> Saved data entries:
►

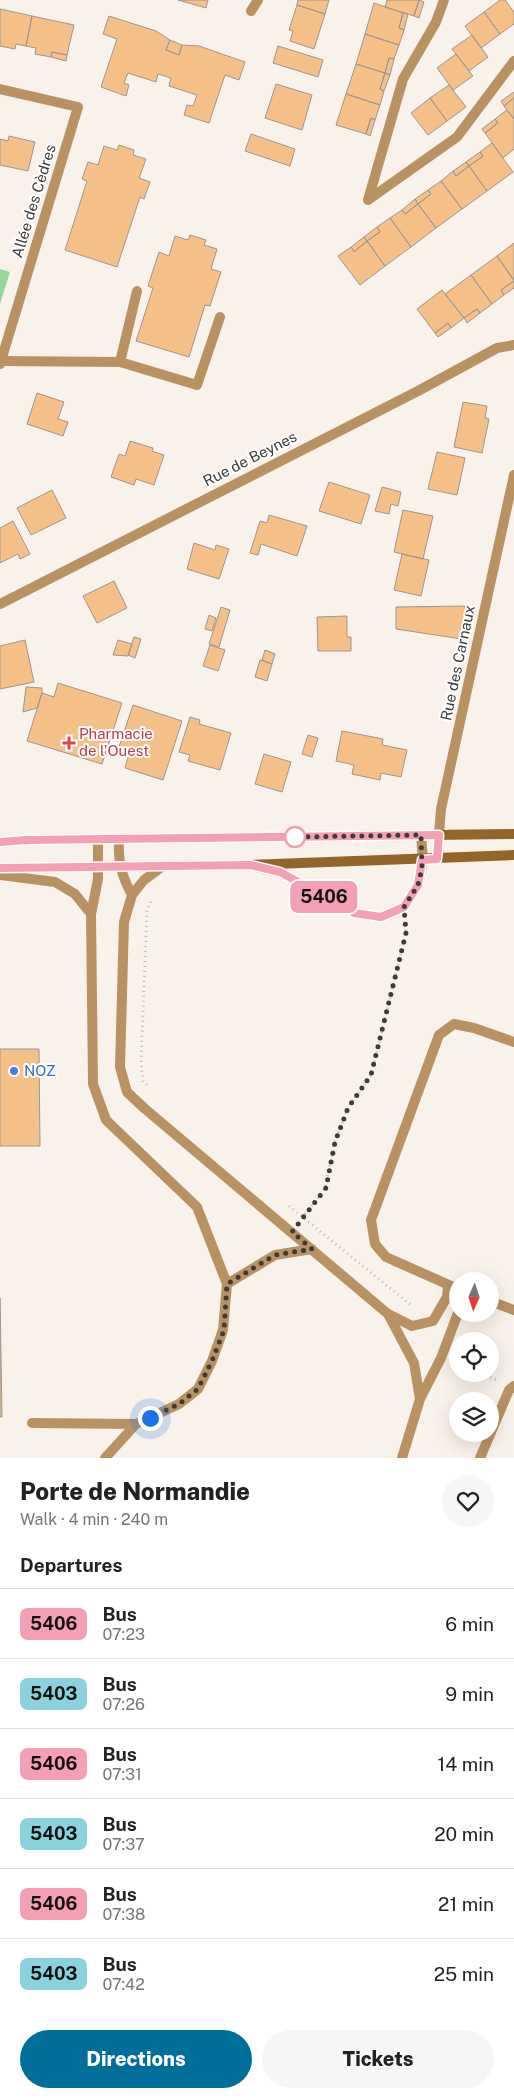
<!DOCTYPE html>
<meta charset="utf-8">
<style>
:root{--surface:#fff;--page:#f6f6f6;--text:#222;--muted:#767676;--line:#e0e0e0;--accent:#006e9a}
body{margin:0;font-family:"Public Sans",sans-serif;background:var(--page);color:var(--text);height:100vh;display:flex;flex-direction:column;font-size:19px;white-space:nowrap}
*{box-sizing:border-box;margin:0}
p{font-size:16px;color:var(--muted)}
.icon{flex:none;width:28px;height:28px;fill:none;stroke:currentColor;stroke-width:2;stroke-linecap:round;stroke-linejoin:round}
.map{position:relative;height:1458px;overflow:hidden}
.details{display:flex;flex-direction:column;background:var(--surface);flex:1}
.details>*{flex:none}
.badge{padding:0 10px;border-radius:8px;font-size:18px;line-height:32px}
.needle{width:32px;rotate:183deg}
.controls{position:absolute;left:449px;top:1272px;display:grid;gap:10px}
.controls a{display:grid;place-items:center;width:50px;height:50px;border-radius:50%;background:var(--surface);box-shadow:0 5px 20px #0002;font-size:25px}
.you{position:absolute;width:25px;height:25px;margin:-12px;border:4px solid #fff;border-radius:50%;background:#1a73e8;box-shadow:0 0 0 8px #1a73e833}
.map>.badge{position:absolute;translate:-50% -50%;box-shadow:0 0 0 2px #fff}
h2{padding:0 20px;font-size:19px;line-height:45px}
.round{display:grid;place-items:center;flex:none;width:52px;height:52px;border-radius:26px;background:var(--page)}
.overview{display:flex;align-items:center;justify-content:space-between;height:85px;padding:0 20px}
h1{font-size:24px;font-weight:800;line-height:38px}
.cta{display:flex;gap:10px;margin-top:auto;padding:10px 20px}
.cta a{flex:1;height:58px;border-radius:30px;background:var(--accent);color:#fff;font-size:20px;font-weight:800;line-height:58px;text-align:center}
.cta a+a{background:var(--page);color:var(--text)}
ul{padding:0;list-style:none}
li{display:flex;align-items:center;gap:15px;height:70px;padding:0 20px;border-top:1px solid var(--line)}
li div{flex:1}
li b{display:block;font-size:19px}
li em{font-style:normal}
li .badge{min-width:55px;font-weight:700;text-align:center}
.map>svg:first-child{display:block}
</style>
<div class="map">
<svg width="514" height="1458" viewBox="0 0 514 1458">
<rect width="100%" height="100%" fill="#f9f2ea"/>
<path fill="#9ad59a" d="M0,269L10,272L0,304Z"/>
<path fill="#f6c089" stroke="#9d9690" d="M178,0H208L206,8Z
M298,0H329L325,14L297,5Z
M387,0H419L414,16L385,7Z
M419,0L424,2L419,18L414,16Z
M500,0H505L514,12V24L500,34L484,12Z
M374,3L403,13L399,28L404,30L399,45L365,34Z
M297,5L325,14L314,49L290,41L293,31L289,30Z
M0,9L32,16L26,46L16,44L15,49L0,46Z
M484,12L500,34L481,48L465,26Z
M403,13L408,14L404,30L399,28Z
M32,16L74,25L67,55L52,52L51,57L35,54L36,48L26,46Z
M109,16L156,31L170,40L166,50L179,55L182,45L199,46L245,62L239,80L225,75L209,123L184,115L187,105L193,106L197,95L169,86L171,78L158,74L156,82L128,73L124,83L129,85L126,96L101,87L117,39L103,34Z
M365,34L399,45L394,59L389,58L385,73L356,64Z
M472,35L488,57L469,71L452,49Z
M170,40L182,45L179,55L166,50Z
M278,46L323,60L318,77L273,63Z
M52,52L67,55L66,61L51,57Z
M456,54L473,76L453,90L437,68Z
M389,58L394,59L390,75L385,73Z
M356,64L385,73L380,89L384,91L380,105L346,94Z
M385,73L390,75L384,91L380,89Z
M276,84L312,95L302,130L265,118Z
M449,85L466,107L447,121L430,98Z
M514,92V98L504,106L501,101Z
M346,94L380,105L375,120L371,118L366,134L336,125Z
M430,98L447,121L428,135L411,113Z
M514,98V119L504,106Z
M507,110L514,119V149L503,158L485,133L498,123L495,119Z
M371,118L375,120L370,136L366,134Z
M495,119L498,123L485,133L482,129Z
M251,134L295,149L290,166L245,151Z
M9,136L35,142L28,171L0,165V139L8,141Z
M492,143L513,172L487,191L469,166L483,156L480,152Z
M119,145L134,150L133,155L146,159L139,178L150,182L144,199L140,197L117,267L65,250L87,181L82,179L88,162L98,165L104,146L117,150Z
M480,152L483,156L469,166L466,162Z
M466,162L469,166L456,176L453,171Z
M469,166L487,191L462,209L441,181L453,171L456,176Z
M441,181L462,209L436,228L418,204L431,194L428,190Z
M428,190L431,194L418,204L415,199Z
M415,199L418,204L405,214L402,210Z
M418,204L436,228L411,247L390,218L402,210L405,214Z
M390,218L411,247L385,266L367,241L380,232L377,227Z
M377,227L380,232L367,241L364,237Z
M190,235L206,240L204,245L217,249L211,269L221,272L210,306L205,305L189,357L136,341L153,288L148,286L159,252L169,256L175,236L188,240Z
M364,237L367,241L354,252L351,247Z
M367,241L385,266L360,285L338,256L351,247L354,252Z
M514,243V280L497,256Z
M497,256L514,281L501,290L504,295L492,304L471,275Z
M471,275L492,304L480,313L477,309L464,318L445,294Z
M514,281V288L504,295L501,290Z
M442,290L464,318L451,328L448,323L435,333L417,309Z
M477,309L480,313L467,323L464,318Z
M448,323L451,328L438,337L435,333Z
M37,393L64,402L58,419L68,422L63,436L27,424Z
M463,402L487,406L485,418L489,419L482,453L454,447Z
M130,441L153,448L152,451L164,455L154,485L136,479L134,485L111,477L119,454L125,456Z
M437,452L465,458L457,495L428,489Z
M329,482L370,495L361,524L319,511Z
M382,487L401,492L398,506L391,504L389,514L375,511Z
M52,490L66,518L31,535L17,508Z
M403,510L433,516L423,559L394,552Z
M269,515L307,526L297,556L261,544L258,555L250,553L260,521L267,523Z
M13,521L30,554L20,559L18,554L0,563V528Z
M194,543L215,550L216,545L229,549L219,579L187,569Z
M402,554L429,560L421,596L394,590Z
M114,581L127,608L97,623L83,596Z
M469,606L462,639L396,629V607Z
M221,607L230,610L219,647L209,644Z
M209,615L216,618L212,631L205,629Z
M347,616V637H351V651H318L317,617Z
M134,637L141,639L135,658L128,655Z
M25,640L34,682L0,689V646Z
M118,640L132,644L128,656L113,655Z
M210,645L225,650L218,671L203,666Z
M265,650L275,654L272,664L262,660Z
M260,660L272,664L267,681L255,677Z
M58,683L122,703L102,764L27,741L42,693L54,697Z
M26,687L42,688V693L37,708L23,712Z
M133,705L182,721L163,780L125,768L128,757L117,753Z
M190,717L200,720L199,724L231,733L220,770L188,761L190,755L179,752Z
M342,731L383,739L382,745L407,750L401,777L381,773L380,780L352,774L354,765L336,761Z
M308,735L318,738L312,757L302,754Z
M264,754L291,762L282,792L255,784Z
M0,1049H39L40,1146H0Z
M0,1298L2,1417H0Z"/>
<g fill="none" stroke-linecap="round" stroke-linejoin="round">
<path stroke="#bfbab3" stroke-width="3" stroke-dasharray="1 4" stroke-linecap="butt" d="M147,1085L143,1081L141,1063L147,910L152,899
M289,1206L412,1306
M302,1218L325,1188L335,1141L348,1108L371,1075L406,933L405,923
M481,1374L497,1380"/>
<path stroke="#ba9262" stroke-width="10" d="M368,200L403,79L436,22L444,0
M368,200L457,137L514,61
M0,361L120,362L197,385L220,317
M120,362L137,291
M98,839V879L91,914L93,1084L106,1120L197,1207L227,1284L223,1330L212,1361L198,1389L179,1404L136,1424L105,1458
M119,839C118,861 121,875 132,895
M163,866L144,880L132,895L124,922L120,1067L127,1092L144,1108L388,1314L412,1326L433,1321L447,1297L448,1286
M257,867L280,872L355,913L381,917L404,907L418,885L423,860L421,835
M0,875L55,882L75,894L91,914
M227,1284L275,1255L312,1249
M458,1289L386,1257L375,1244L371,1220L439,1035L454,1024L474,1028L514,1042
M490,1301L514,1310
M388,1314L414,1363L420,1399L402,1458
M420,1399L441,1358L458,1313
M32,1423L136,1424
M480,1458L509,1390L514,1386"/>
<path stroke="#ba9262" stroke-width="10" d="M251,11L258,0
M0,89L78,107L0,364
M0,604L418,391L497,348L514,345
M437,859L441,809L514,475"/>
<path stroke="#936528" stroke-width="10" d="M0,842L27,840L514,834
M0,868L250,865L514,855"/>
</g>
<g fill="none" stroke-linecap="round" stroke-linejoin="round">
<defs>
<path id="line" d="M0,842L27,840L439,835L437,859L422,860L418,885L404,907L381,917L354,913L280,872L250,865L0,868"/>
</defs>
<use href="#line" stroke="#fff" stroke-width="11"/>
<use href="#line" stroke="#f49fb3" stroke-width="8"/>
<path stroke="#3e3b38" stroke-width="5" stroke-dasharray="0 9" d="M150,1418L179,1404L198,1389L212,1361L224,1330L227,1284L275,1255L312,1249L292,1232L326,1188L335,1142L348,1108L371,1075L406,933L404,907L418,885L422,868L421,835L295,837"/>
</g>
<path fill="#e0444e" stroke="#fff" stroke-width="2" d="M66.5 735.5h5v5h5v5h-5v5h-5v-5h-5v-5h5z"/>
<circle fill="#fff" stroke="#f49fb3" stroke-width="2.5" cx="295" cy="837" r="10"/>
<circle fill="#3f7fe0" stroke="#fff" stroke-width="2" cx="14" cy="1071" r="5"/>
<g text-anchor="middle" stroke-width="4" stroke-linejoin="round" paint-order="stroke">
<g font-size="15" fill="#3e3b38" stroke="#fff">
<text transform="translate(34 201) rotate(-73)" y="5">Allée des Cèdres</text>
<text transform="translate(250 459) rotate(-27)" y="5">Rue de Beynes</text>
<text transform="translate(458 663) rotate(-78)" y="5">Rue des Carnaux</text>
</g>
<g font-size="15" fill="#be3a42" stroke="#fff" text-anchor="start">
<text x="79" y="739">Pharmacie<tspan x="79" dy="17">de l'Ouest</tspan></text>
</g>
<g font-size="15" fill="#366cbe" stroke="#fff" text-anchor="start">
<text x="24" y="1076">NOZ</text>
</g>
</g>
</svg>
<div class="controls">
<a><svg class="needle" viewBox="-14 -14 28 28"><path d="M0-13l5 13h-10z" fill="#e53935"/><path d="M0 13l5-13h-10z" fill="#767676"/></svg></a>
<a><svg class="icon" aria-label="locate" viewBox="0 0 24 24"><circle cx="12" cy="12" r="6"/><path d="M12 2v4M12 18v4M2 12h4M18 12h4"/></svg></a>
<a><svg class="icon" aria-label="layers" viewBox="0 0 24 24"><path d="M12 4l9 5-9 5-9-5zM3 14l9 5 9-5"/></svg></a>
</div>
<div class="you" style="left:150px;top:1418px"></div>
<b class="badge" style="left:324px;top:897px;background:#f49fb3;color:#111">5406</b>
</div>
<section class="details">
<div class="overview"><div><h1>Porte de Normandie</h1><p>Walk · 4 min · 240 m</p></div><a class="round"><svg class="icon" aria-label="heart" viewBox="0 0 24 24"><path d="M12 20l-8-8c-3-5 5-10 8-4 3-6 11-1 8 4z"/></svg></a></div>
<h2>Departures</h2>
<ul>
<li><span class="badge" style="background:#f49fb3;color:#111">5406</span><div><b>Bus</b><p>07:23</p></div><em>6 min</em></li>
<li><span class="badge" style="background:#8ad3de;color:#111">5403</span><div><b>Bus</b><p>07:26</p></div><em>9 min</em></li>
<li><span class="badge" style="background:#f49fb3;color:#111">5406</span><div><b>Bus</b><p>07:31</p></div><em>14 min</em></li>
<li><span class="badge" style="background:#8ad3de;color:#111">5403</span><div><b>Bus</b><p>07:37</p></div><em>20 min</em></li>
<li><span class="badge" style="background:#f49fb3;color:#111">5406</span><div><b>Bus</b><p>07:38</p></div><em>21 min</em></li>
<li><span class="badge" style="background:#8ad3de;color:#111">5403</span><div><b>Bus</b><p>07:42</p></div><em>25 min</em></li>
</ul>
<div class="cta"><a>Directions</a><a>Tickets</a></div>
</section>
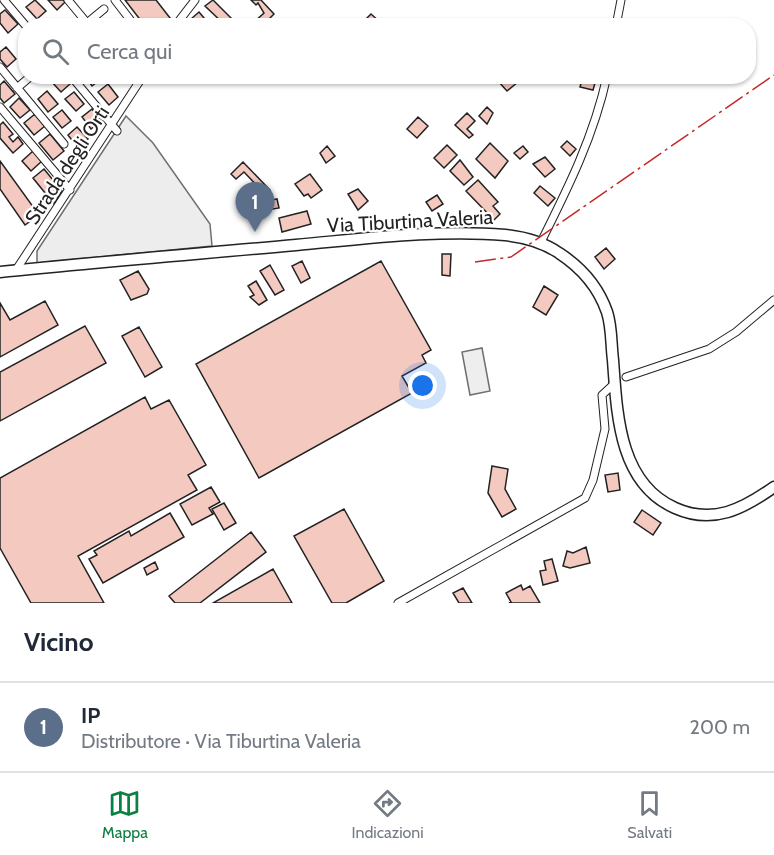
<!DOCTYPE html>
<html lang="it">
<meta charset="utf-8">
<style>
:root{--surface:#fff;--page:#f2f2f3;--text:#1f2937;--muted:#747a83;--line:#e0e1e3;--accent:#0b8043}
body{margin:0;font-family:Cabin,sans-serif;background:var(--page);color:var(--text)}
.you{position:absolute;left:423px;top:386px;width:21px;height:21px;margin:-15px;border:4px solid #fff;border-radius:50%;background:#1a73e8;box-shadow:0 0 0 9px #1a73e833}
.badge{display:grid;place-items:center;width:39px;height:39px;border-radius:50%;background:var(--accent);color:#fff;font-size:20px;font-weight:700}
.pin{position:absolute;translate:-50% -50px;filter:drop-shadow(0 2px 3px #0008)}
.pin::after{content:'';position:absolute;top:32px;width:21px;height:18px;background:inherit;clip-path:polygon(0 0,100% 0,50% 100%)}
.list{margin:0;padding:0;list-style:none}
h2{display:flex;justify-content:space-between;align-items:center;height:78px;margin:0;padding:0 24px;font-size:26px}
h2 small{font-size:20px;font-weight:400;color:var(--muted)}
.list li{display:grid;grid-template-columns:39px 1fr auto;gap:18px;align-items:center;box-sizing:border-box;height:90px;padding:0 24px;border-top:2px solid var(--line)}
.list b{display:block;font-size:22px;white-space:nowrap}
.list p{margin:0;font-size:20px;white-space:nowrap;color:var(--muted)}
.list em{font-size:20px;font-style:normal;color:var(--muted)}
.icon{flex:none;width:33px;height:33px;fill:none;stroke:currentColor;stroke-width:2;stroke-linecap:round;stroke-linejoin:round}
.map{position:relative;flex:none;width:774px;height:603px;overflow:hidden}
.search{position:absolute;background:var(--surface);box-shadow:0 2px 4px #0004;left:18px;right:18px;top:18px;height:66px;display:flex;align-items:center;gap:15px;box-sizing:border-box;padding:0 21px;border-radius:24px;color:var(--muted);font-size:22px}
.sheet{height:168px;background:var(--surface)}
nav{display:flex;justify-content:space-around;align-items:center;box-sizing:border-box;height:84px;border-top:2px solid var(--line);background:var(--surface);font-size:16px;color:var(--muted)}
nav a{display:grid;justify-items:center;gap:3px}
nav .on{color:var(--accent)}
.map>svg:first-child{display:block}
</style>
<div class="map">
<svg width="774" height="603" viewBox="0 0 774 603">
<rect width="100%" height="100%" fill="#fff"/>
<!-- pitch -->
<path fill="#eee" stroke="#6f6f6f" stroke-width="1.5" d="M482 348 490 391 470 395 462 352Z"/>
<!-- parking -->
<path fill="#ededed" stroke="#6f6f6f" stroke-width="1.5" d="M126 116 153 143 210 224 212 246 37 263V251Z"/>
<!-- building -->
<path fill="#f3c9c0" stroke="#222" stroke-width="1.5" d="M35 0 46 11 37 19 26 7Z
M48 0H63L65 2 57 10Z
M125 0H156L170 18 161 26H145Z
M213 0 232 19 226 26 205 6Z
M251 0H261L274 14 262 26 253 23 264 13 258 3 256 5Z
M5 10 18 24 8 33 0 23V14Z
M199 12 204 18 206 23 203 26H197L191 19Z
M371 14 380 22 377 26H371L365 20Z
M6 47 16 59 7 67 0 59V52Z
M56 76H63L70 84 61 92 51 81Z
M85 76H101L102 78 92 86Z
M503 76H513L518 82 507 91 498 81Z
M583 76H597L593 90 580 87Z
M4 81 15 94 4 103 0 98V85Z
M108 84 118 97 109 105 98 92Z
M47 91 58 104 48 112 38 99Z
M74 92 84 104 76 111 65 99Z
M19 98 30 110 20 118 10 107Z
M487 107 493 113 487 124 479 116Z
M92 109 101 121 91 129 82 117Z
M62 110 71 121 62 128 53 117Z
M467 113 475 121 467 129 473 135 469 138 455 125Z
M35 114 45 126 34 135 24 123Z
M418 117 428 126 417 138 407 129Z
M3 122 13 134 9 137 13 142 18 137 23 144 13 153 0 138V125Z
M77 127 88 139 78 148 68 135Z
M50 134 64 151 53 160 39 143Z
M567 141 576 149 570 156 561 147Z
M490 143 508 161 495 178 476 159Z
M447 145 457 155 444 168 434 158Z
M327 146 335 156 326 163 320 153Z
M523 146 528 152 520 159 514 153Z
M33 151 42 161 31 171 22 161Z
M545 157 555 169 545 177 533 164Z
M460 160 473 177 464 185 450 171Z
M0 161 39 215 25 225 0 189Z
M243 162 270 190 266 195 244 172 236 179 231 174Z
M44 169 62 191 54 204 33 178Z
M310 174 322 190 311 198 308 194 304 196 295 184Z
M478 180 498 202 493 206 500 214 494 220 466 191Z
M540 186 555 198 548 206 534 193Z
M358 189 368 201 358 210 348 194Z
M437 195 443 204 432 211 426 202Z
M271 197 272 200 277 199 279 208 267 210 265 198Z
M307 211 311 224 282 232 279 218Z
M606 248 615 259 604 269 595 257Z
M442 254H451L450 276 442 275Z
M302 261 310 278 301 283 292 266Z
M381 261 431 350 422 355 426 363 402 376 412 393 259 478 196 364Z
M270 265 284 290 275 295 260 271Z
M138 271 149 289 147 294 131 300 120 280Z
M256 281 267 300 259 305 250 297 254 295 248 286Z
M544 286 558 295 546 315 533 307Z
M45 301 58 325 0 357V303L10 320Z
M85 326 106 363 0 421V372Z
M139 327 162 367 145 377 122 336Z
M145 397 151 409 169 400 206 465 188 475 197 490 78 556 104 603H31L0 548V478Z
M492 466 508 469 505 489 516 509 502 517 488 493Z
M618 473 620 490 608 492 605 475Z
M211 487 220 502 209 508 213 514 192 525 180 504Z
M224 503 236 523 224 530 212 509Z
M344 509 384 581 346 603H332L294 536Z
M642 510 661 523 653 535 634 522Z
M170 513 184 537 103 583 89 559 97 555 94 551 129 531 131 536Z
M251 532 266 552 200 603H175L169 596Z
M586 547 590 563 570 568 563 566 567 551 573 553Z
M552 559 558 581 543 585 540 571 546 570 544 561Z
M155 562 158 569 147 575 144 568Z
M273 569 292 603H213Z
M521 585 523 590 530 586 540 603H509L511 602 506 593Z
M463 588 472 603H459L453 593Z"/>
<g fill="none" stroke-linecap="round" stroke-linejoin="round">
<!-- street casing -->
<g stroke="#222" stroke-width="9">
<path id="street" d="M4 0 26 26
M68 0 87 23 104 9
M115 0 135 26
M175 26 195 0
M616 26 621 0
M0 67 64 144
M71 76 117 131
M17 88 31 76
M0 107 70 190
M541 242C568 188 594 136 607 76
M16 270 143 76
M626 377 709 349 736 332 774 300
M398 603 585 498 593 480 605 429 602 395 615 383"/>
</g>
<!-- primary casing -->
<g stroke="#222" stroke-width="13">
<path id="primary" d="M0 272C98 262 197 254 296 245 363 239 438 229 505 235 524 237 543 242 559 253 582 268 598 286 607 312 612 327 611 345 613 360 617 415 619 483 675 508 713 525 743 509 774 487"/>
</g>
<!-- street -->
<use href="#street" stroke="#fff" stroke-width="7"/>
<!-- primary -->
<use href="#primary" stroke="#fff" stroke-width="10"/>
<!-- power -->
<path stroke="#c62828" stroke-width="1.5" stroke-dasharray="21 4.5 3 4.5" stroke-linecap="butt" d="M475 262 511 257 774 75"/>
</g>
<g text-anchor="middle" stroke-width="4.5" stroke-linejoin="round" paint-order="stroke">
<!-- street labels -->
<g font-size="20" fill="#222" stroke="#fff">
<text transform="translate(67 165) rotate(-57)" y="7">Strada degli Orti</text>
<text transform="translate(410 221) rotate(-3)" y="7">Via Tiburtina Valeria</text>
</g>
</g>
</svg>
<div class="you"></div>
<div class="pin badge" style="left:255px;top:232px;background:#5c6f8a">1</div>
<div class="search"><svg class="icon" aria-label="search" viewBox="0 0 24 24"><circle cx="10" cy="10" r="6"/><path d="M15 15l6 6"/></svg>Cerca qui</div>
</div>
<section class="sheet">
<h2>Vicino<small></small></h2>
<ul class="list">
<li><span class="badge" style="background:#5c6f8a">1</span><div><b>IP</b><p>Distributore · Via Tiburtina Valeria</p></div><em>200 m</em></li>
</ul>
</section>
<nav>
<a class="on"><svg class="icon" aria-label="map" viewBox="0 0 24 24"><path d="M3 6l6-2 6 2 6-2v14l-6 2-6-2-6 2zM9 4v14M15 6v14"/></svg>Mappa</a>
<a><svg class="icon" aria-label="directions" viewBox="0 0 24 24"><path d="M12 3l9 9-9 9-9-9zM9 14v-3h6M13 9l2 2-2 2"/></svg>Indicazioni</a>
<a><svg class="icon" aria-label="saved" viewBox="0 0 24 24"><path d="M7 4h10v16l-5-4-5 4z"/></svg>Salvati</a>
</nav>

◄

> WHAT IS NEEDED: Please transcribe exactly the line containing "6 2 6-2v14l-6" and every line after it through the end of the records, and nothing else.

> EXERCISE RESPONSE:
<a class="on"><svg class="icon" aria-label="map" viewBox="0 0 24 24"><path d="M3 6l6-2 6 2 6-2v14l-6 2-6-2-6 2zM9 4v14M15 6v14"/></svg>Mappa</a>
<a><svg class="icon" aria-label="directions" viewBox="0 0 24 24"><path d="M12 3l9 9-9 9-9-9zM9 14v-3h6M13 9l2 2-2 2"/></svg>Indicazioni</a>
<a><svg class="icon" aria-label="saved" viewBox="0 0 24 24"><path d="M7 4h10v16l-5-4-5 4z"/></svg>Salvati</a>
</nav>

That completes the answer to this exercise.